Or something similar..

currently this will result in the following error:

[/usr/local/lib/python3.10/dist-packages/openai/resources/chat/completions.py](https://localhost:8080/#) in validate_response_format(response_format)
   1414 def validate_response_format(response_format: object) -> None:
   1415     if inspect.isclass(response_format) and issubclass(response_format, pydantic.BaseModel):
-> 1416         raise TypeError(
   1417             "You tried to pass a `BaseModel` class to `chat.completions.create()`; You must use `beta.chat.completions.parse()` instead"
   1418         )

TypeError: You tried to pass a `BaseModel` class to `chat.completions.create()`; You must use `beta.chat.completions.parse()` instead

Aug 23 '24 10:08 TuanaCelik

Yes, please implement this : )

Sep 11 '24 01:09 dashinja

@TuanaCelik, thank you for proposing this. Did you implement it as a custom component in the near-term?

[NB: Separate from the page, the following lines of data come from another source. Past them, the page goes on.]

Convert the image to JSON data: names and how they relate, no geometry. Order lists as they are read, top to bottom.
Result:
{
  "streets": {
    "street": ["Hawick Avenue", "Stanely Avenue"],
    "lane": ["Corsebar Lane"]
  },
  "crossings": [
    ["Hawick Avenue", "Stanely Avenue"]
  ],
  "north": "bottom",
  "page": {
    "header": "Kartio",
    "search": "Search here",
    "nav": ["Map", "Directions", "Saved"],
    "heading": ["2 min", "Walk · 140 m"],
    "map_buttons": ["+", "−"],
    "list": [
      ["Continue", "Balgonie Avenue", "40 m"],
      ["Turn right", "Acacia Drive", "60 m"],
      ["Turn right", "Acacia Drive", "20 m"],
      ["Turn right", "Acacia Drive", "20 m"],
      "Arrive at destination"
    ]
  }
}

Oct 02 '24 17:10 thompsondt

Hey @dashinja and @thompsondt

Check out the query decomposition article/recipe. It's not an integration/component officially but I sneaked in an implementation there to help out in the meantime:

https://haystack.deepset.ai/blog/query-decomposition

Oct 02 '24 17:10 TuanaCelik

I'm going to try implementing this. The decomposition example maps almost 1:1 to what I'm anticipating in multiple queries.

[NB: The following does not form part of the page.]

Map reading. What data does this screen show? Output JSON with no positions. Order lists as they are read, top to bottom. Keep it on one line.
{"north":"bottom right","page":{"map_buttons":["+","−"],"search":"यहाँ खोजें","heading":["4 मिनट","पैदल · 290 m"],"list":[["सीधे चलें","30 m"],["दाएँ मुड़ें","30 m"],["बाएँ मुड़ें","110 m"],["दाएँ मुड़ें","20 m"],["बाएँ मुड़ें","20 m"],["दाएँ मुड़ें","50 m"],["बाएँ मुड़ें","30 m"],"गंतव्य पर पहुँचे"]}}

Oct 02 '24 18:10 thompsondt

Thanks @TuanaCelik ! I found this cookbook post of yours (which actually implements the extended OpenAIGenerator) much more helpful than the blog, which skipped the implementation!

https://haystack.deepset.ai/cookbook/query_decomposition

Oct 09 '24 17:10 arubisov

Thanks @TuanaCelik ! I found this cookbook post of yours (which actually implements the extended OpenAIGenerator) much more helpful than the blog, which skipped the implementation!

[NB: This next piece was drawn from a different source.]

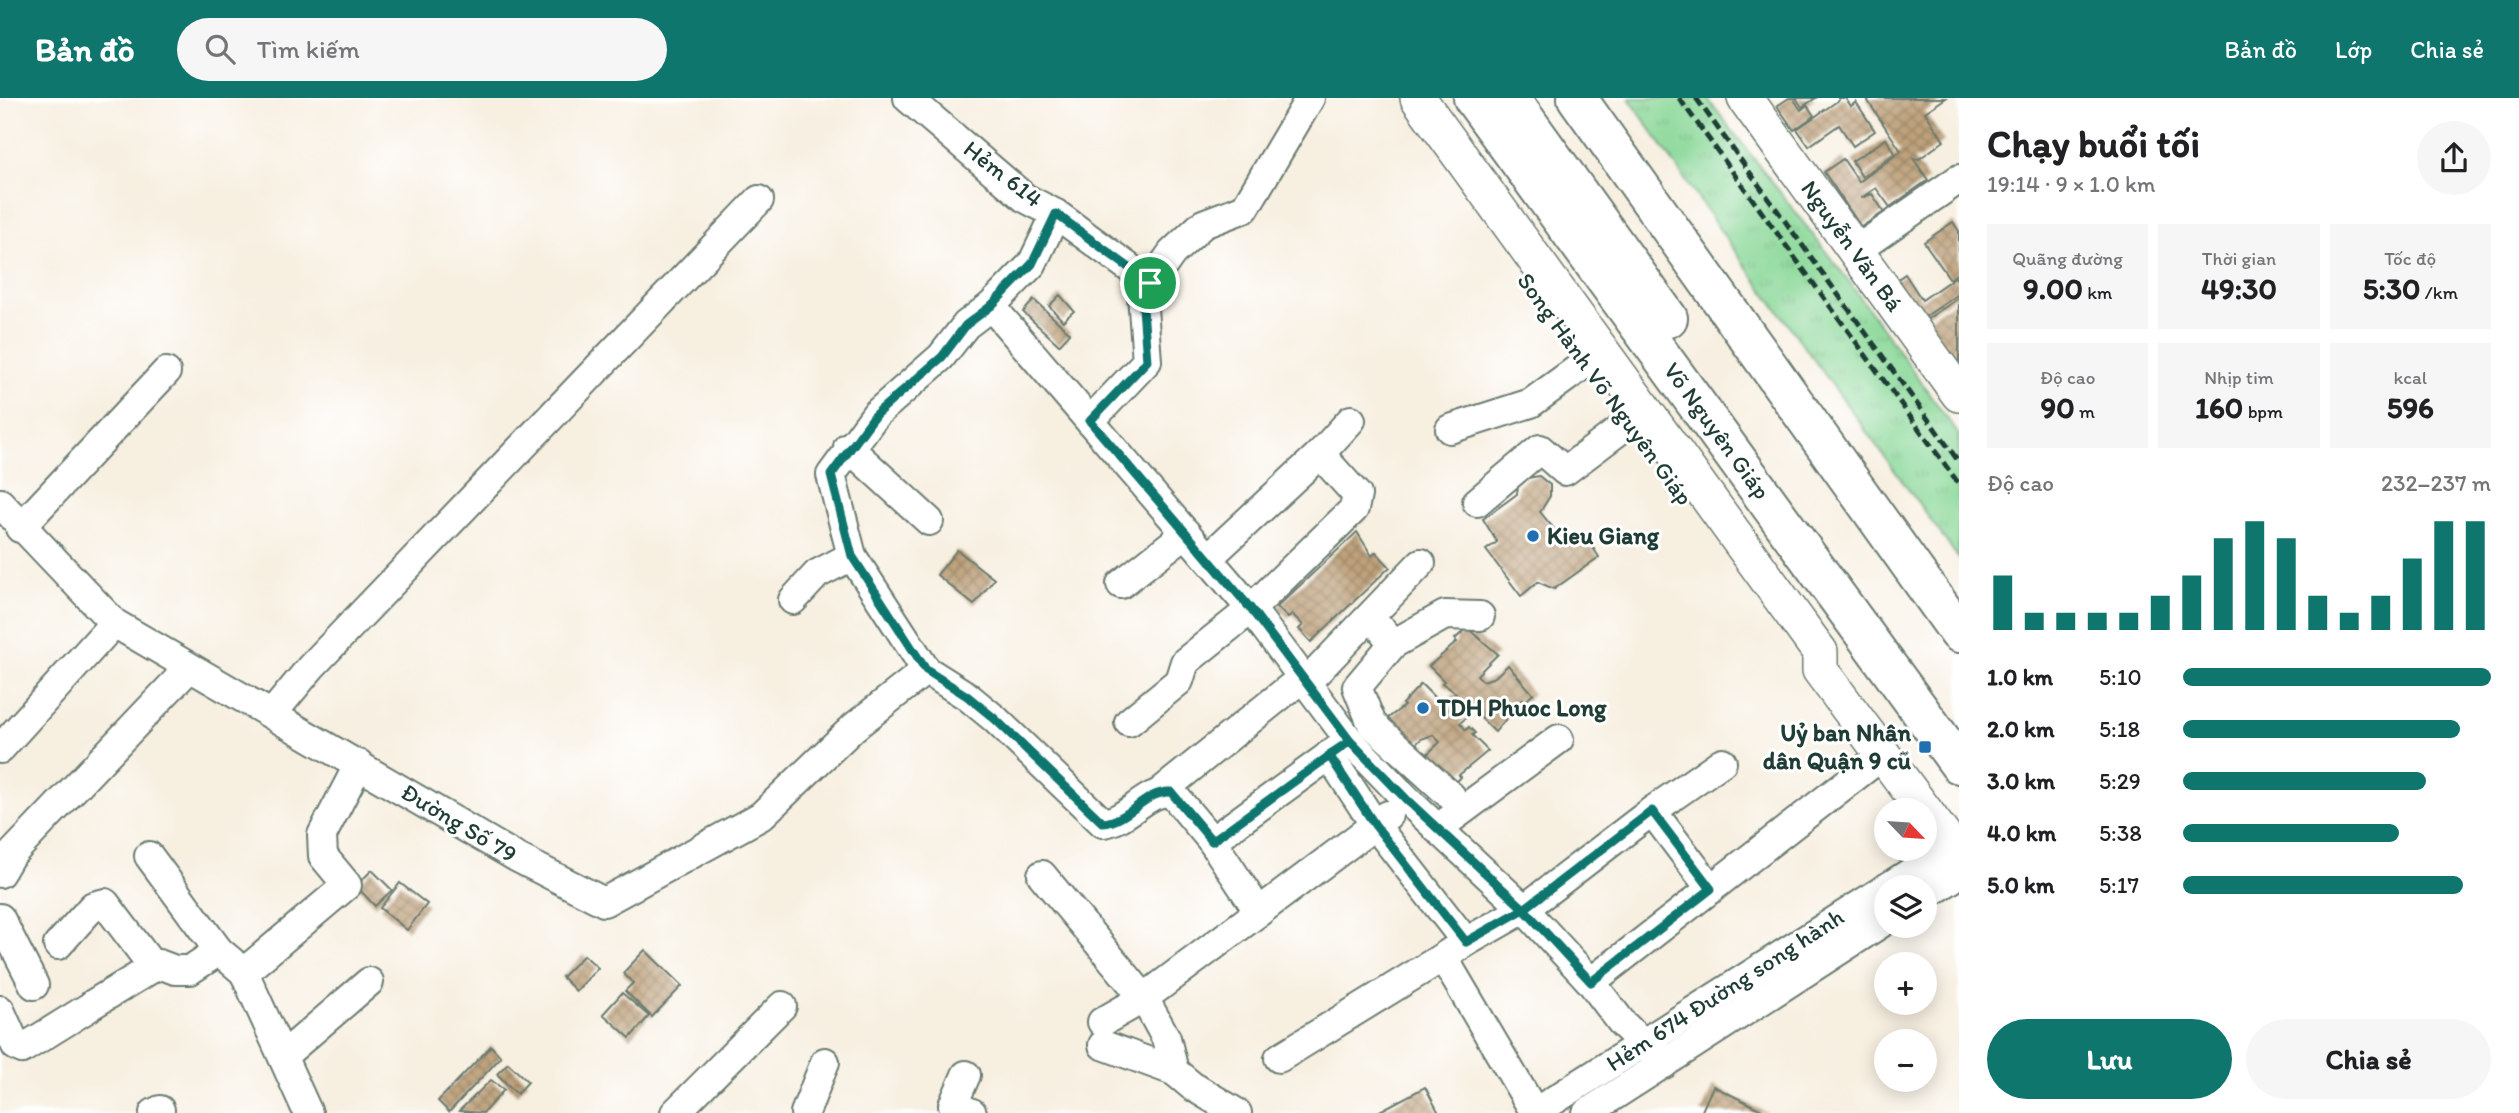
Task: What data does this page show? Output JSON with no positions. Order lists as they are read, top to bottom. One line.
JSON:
{"streets":{"highway":["Võ Nguyên Giáp"],"main road":["Nguyễn Văn Bá","Song Hành Võ Nguyên Giáp"],"street":["Hẻm 614","Đường Số 79","Hẻm 674 Đường song hành"]},"crossings":[["Song Hành Võ Nguyên Giáp","Hẻm 674 Đường song hành"]],"places":{"other":["Kieu Giang","TDH Phuoc Long"],"transit":["Uỷ ban Nhân dân Quận 9 cũ"]},"north":"bottom right","page":{"header":"Bản đồ","search":"Tìm kiếm","nav":["Bản đồ","Lớp","Chia sẻ"],"heading":["Chạy buổi tối","19:14 · 9 × 1.0 km"],"stats":[["Quãng đường","9.00 km"],["Thời gian","49:30"],["Tốc độ","5:30 /km"],["Độ cao","90 m"],["Nhịp tim","160 bpm"],["kcal","596"]],"chart":["Độ cao","232–237 m"],"list":[{"name":"1.0 km","note":"5:10"},{"name":"2.0 km","note":"5:18"},{"name":"3.0 km","note":"5:29"},{"name":"4.0 km","note":"5:38"},{"name":"5.0 km","note":"5:17"}],"map_buttons":["+","−"],"buttons":["Lưu","Chia sẻ"]}}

https://haystack.deepset.ai/cookbook/query_decomposition

Yep! It's linked from the article too! You can open the colab from there as well :)

Oct 09 '24 17:10 TuanaCelik

I created the OpenAIChatGenerator (very much inspired from what @TuanaCelik has done)

class CustomOpenAIGenerator(OpenAIChatGenerator):
    """Same as OpenAIGenerator but with response_format"""
    def __init__(self, **kwargs):
        super().__init__(**kwargs)

    @component.output_types(replies=List[str], meta=List[Dict[str, Any]], structured_reply=BaseModel)
    def run(self,
        messages: List[ChatMessage],
        streaming_callback: Optional[Callable[[StreamingChunk], None]] = None, 
        generation_kwargs: Optional[Dict[str, Any]] = None,):
            
      generation_kwargs = {**self.generation_kwargs, **(generation_kwargs or {})}
      # check if streaming_callback is passed
      if "response_format" in generation_kwargs.keys():
        streaming_callback = streaming_callback or self.streaming_callback
        openai_formatted_messages = [_convert_message_to_openai_format(message) for message in messages]
        chat_completion: Union[Stream[ChatCompletionChunk], ChatCompletion] = self.client.beta.chat.completions.parse(
            model=self.model,
            messages=openai_formatted_messages,

            **generation_kwargs)

            
        completions: List[ChatMessage] = []
        # since streaming is disabled in beta.chat.completions.parse, check if the completion is a ChatCompletion
        if isinstance(chat_completion, ChatCompletion):
            completions = [self._build_structured_message(chat_completion, choice) for choice in chat_completion.choices]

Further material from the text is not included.